--- Aim of the exercise ---
Set down the records once more, please, exactly and with the pictures left out.

--- Data records ---
'''
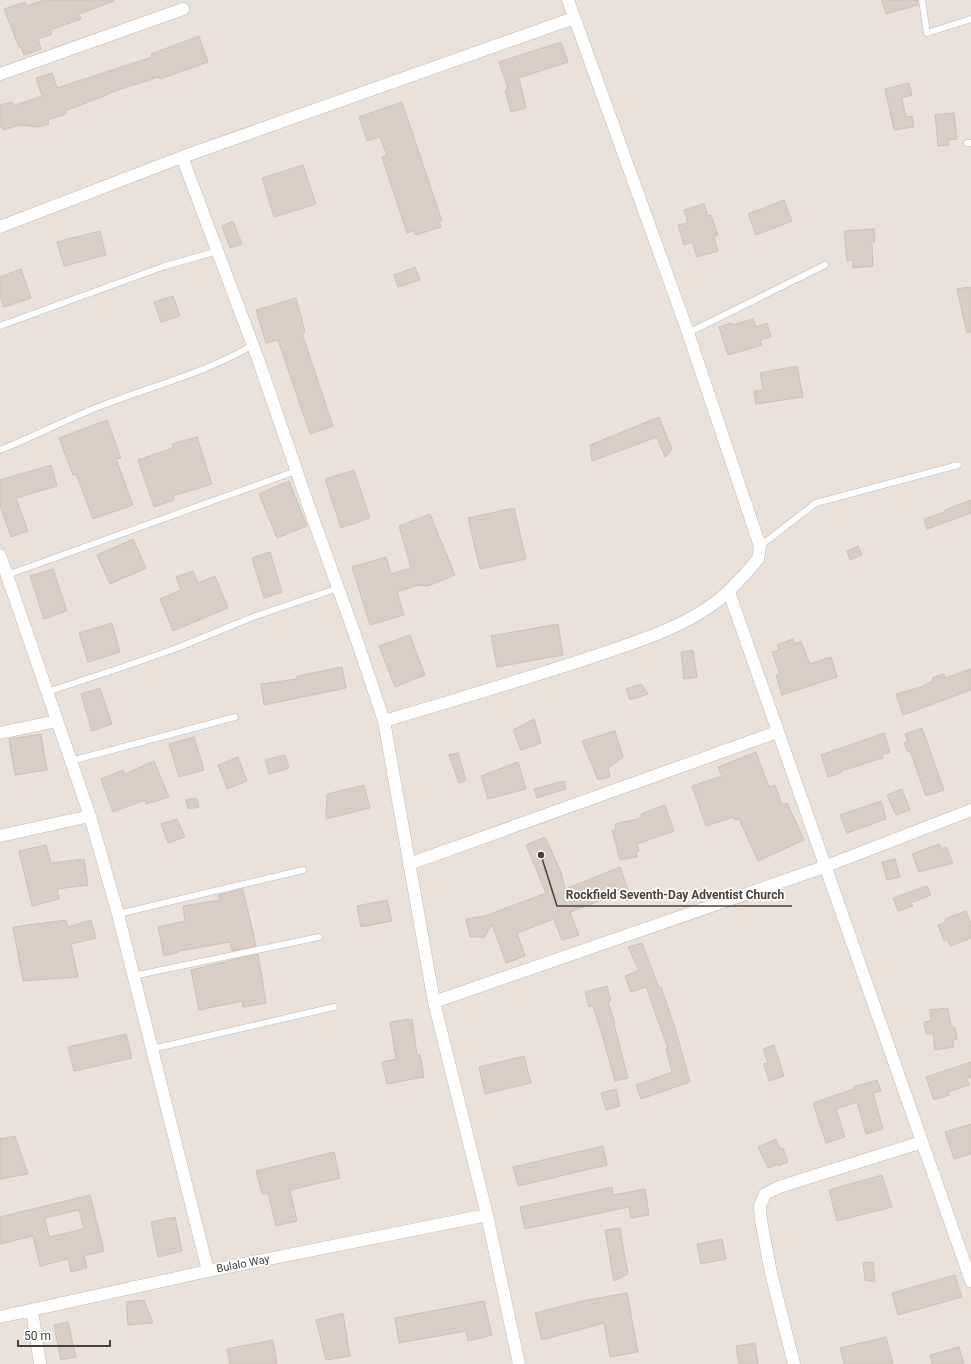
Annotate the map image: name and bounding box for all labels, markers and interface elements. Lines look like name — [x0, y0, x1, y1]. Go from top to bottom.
callout: Rockfield Seventh-Day Adventist Church — [557, 882, 792, 906]
text: Rockfield Seventh-Day Adventist Church — [566, 888, 785, 902]
street label: Bulalo Way — [215, 1252, 271, 1276]
scale bar — [18, 1322, 110, 1348]
text: 50 m — [24, 1329, 51, 1343]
'''
--- Exercise answer ---
Annotate the map image: name and bounding box for all labels, markers and interface elements. Lines look like name — [x0, y0, x1, y1]. Go from top to bottom.
callout: Rockfield Seventh-Day Adventist Church — [557, 882, 792, 906]
text: Rockfield Seventh-Day Adventist Church — [566, 888, 785, 902]
street label: Bulalo Way — [215, 1252, 271, 1276]
scale bar — [18, 1322, 110, 1348]
text: 50 m — [24, 1329, 51, 1343]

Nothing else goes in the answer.